Because the Hawkins Electrical Guide was printed in the United States prior to 1923, the content of the books has passed into the public domain.

Free media access on the Internet

Due to several book digitizing initiatives such as the Gutenberg project, and The Hawkins Electrical Guide Online at the Wayback Machine (archived March 21, 2015), many of these older public domain books are becoming available on the Internet. This series of books is currently available for free, non-commercial use from Google Books and each volume can be downloaded as a PDF, though the illustration scan quality is not as good as the ones being added to Wikipedia on this page by Wikipedia contributors.

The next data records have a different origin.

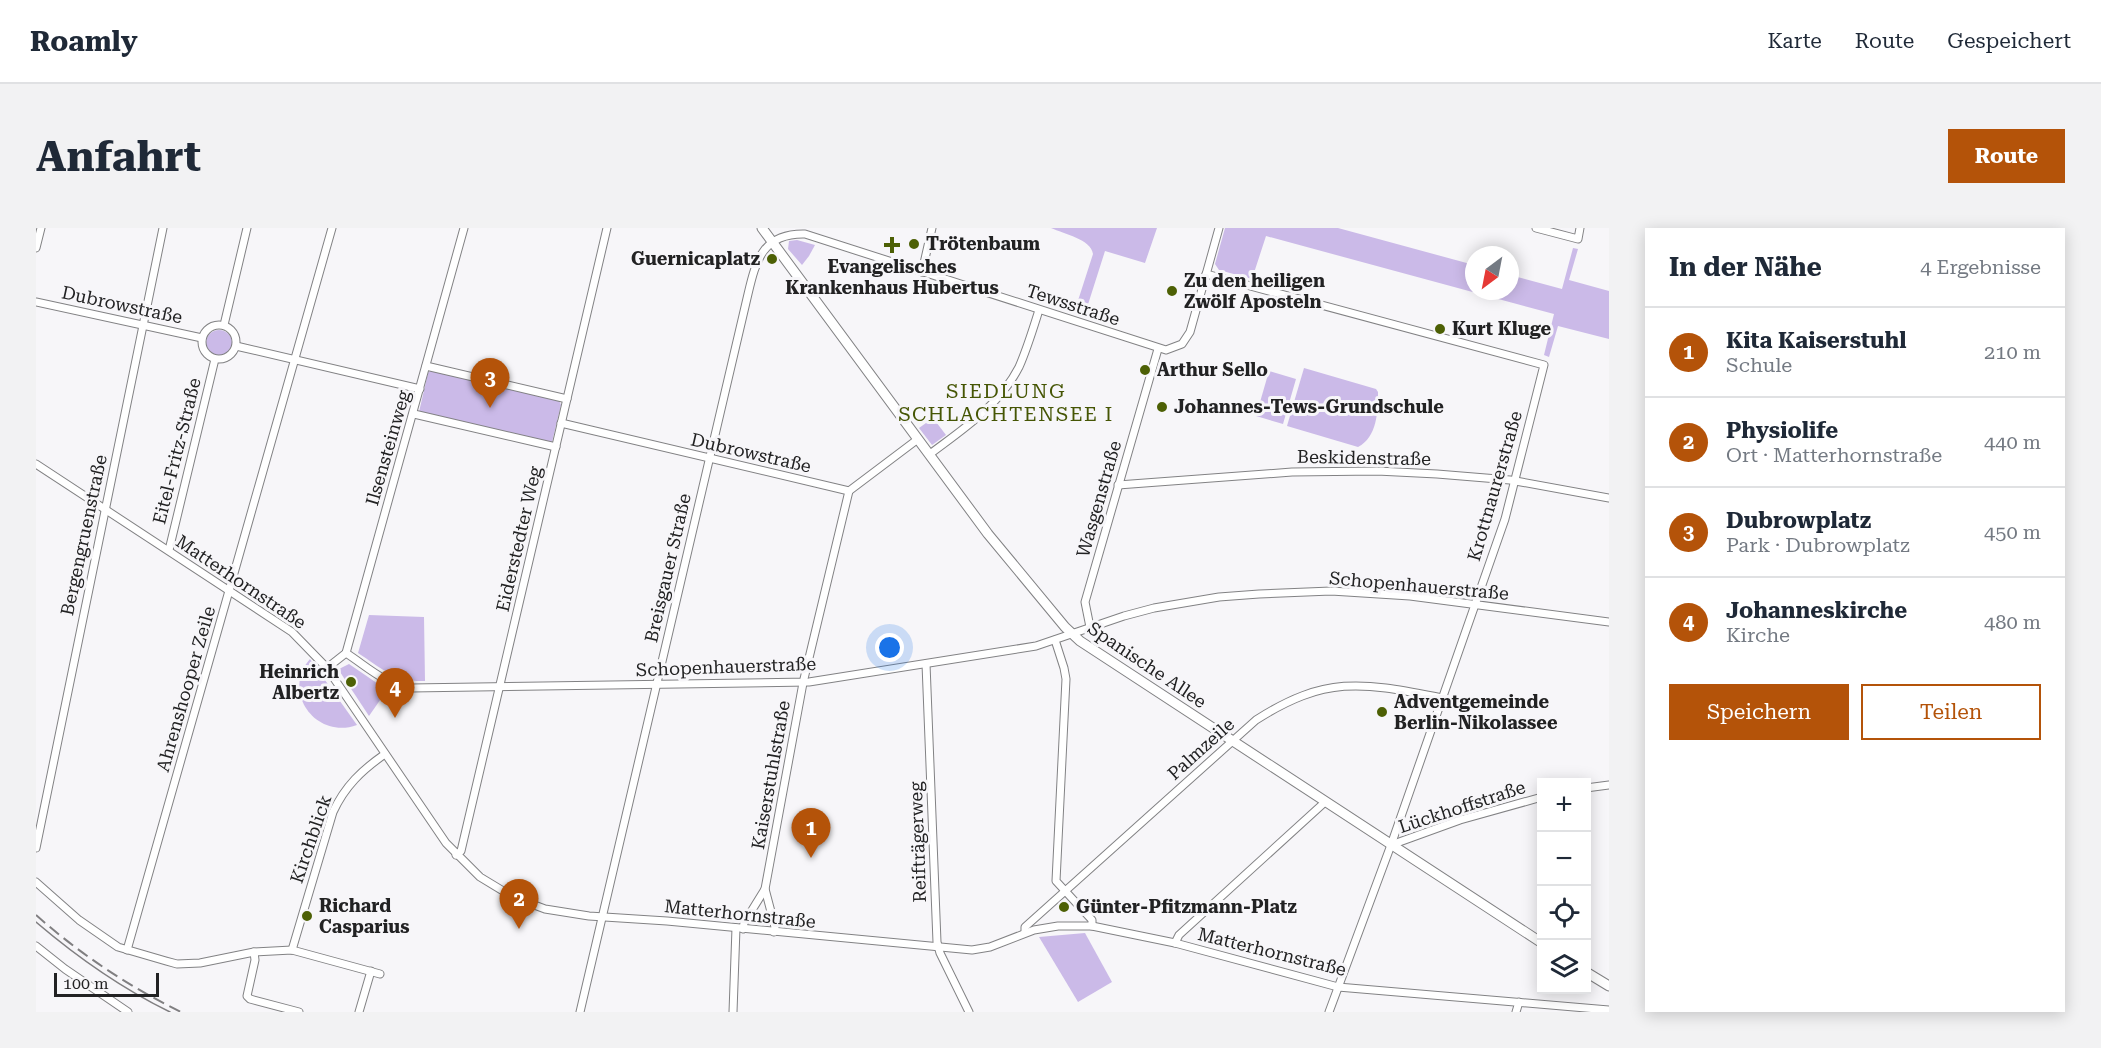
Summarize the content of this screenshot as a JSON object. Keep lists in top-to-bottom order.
{
  "streets": {
    "main road": ["Spanische Allee"],
    "street": [
      "Dubrowstraße",
      "Tewsstraße",
      "Ilsensteinweg",
      "Eitel-Fritz-Straße",
      "Beskidenstraße",
      "Krottnaurerstraße",
      "Wasgenstraße",
      "Bergengruenstraße",
      "Eiderstedter Weg",
      "Breisgauer Straße",
      "Matterhornstraße",
      "Schopenhauerstraße",
      "Ahrenshooper Zeile",
      "Palmzeile",
      "Kaiserstuhlstraße",
      "Lückhoffstraße",
      "Kirchblick",
      "Reifträgerweg"
    ]
  },
  "crossings": [
    ["Dubrowstraße", "Eitel-Fritz-Straße"],
    ["Dubrowstraße", "Bergengruenstraße"],
    ["Dubrowstraße", "Eiderstedter Weg"],
    ["Dubrowstraße", "Breisgauer Straße"],
    ["Dubrowstraße", "Kaiserstuhlstraße"],
    ["Tewsstraße", "Wasgenstraße"],
    ["Tewsstraße", "Breisgauer Straße"],
    ["Tewsstraße", "Spanische Allee"],
    ["Ilsensteinweg", "Schopenhauerstraße"],
    ["Eitel-Fritz-Straße", "Matterhornstraße"],
    ["Beskidenstraße", "Krottnaurerstraße"],
    ["Beskidenstraße", "Wasgenstraße"],
    ["Krottnaurerstraße", "Matterhornstraße"],
    ["Krottnaurerstraße", "Schopenhauerstraße"],
    ["Krottnaurerstraße", "Spanische Allee"],
    ["Krottnaurerstraße", "Palmzeile"],
    ["Krottnaurerstraße", "Lückhoffstraße"],
    ["Wasgenstraße", "Schopenhauerstraße"],
    ["Bergengruenstraße", "Matterhornstraße"],
    ["Eiderstedter Weg", "Matterhornstraße"],
    ["Eiderstedter Weg", "Schopenhauerstraße"],
    ["Breisgauer Straße", "Matterhornstraße"],
    ["Breisgauer Straße", "Schopenhauerstraße"],
    ["Breisgauer Straße", "Spanische Allee"],
    ["Matterhornstraße", "Ahrenshooper Zeile"],
    ["Matterhornstraße", "Palmzeile"],
    ["Matterhornstraße", "Kaiserstuhlstraße"],
    ["Matterhornstraße", "Kirchblick"],
    ["Matterhornstraße", "Reifträgerweg"],
    ["Schopenhauerstraße", "Spanische Allee"],
    ["Schopenhauerstraße", "Kaiserstuhlstraße"],
    ["Schopenhauerstraße", "Reifträgerweg"],
    ["Spanische Allee", "Palmzeile"],
    ["Spanische Allee", "Lückhoffstraße"]
  ],
  "districts": ["SIEDLUNG SCHLACHTENSEE I"],
  "places": {
    "other": [
      "Trötenbaum",
      "Guernicaplatz",
      "Zu den heiligen Zwölf Aposteln",
      "Kurt Kluge",
      "Arthur Sello",
      "Johannes-Tews-Grundschule",
      "Heinrich Albertz",
      "Adventgemeinde Berlin-Nikolassee",
      "Günter-Pfitzmann-Platz",
      "Richard Casparius"
    ],
    "health": ["Evangelisches Krankenhaus Hubertus"]
  },
  "scale_bar": "100 m",
  "north": "bottom left",
  "page": {
    "header": "Roamly",
    "nav": ["Karte", "Route", "Gespeichert"],
    "buttons": [
      "Route",
      ["Speichern", "Teilen"]
    ],
    "title": "Anfahrt",
    "heading": ["In der Nähe", "4 Ergebnisse"],
    "list": [
      {
        "mark": "1",
        "name": "Kita Kaiserstuhl",
        "note": "Schule",
        "value": "210 m"
      },
      {
        "mark": "2",
        "name": "Physiolife",
        "note": "Ort · Matterhornstraße",
        "value": "440 m"
      },
      {
        "mark": "3",
        "name": "Dubrowplatz",
        "note": "Park · Dubrowplatz",
        "value": "450 m"
      },
      {
        "mark": "4",
        "name": "Johanneskirche",
        "note": "Kirche",
        "value": "480 m"
      }
    ],
    "pins": [
      "3",
      "4",
      "1",
      "2"
    ],
    "map_buttons": ["+", "−"],
    "scale": "100 m"
  }
}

As of September 2008, Google Books does not provide a simple, direct means to find each volume of this media set, and appears to include scanned copies of different volumes from different libraries and copyright dates from 1914-1917. Scan quality varies from one volume to the next. For your convenience, links to the available scanned media are provided here:

  • Volume 1, Copyright 1917, Impression 1921, from the University of California
  • Volume 2, Copyright 1917, from the University of Wisconsin - Madison, General Library System
  • Volume 3, Copyright 1917, Impression 1926, from the Harvard College Library
  • Volume 4, Copyright 1917, from the University of Wisconsin - Madison, General Library System,
  • Volume 5, Copyright 1917, from the University of Wisconsin - Madison, General Library System
  • Volume 6, Copyright 1917, from the Harvard College Library
  • Volume 7 & 8, Copyright 1914, from the New York Public Library
  • Volume 9, Copyright 1917, Impression 1926, from the Harvard College Library
  • Volume 10, Copyright 1917, Impression 1924-1925, from the Harvard College Library

Illustrations from Volume 1

Chapter 14: The Dynamo: Current Commutation

Page 174, Figure 182
Main Wikipedia article: Gramme machine
Description: Separate excitation of an electric generator. DC generator with commutation is shown, but the principle also applies to AC alternators.
Page 175, Figure 183
Main Wikipedia article: Gramme machine
Description: A one pole, two coil Gramme ring. The second coil is wired in series with the first and the voltage of both is added together.
Page 177, Figure 185
Main Wikipedia article: Gramme machine
Description: A four coil Gramme ring. The coils of A and A' sum together as do the coils of B and B', producing two pulses of power 90 degrees out of phase with each other. When coils A and A' are at maximum output, coils B and B' are at zero output.
Page 178, Figure 186
Main Wikipedia article: Gramme machine
Description: A three pole, six coil Gramme ring, and a graph of the combined three poles, each 120 degrees out of phase from the other and summing together.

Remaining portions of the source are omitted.